======== RECORDS SUPPLIED ========

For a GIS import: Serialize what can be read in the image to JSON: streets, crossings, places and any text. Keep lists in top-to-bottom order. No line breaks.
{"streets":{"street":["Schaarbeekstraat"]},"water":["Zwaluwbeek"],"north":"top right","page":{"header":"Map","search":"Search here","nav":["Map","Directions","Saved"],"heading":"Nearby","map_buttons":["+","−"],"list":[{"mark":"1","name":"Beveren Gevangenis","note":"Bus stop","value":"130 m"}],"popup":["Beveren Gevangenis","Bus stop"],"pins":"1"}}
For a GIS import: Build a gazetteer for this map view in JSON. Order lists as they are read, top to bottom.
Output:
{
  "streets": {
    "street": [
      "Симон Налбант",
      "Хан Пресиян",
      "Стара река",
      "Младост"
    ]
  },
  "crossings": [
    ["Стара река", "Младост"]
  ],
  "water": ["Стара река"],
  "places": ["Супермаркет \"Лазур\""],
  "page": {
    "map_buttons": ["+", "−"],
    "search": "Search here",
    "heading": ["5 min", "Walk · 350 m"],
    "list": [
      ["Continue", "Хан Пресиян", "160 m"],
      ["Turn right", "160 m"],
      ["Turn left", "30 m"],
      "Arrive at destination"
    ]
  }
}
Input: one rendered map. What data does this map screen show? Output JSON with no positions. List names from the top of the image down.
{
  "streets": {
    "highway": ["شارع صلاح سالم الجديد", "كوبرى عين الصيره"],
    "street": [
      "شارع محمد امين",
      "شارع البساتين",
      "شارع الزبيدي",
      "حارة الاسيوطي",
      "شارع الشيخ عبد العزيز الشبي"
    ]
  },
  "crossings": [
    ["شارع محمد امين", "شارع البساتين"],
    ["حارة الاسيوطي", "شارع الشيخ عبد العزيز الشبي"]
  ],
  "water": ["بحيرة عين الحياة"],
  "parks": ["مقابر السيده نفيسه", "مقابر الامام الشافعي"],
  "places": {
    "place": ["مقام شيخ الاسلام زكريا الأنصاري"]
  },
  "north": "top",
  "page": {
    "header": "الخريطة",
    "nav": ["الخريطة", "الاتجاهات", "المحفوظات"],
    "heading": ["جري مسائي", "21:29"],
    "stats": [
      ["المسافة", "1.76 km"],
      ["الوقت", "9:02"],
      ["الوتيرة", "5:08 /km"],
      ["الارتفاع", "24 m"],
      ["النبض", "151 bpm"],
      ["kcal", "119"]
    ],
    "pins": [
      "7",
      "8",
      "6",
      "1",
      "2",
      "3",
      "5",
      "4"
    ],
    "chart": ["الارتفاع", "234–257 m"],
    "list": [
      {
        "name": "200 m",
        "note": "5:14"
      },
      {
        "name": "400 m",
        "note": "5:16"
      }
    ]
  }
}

========

● **PROBLEM**: Every record above should be written out exactly.

● **WRITTEN SOLUTION**:
For a GIS import: Serialize what can be read in the image to JSON: streets, crossings, places and any text. Keep lists in top-to-bottom order. No line breaks.
{"streets":{"street":["Schaarbeekstraat"]},"water":["Zwaluwbeek"],"north":"top right","page":{"header":"Map","search":"Search here","nav":["Map","Directions","Saved"],"heading":"Nearby","map_buttons":["+","−"],"list":[{"mark":"1","name":"Beveren Gevangenis","note":"Bus stop","value":"130 m"}],"popup":["Beveren Gevangenis","Bus stop"],"pins":"1"}}
For a GIS import: Build a gazetteer for this map view in JSON. Order lists as they are read, top to bottom.
Output:
{
  "streets": {
    "street": [
      "Симон Налбант",
      "Хан Пресиян",
      "Стара река",
      "Младост"
    ]
  },
  "crossings": [
    ["Стара река", "Младост"]
  ],
  "water": ["Стара река"],
  "places": ["Супермаркет \"Лазур\""],
  "page": {
    "map_buttons": ["+", "−"],
    "search": "Search here",
    "heading": ["5 min", "Walk · 350 m"],
    "list": [
      ["Continue", "Хан Пресиян", "160 m"],
      ["Turn right", "160 m"],
      ["Turn left", "30 m"],
      "Arrive at destination"
    ]
  }
}
Input: one rendered map. What data does this map screen show? Output JSON with no positions. List names from the top of the image down.
{
  "streets": {
    "highway": ["شارع صلاح سالم الجديد", "كوبرى عين الصيره"],
    "street": [
      "شارع محمد امين",
      "شارع البساتين",
      "شارع الزبيدي",
      "حارة الاسيوطي",
      "شارع الشيخ عبد العزيز الشبي"
    ]
  },
  "crossings": [
    ["شارع محمد امين", "شارع البساتين"],
    ["حارة الاسيوطي", "شارع الشيخ عبد العزيز الشبي"]
  ],
  "water": ["بحيرة عين الحياة"],
  "parks": ["مقابر السيده نفيسه", "مقابر الامام الشافعي"],
  "places": {
    "place": ["مقام شيخ الاسلام زكريا الأنصاري"]
  },
  "north": "top",
  "page": {
    "header": "الخريطة",
    "nav": ["الخريطة", "الاتجاهات", "المحفوظات"],
    "heading": ["جري مسائي", "21:29"],
    "stats": [
      ["المسافة", "1.76 km"],
      ["الوقت", "9:02"],
      ["الوتيرة", "5:08 /km"],
      ["الارتفاع", "24 m"],
      ["النبض", "151 bpm"],
      ["kcal", "119"]
    ],
    "pins": [
      "7",
      "8",
      "6",
      "1",
      "2",
      "3",
      "5",
      "4"
    ],
    "chart": ["الارتفاع", "234–257 m"],
    "list": [
      {
        "name": "200 m",
        "note": "5:14"
      },
      {
        "name": "400 m",
        "note": "5:16"
      }
    ]
  }
}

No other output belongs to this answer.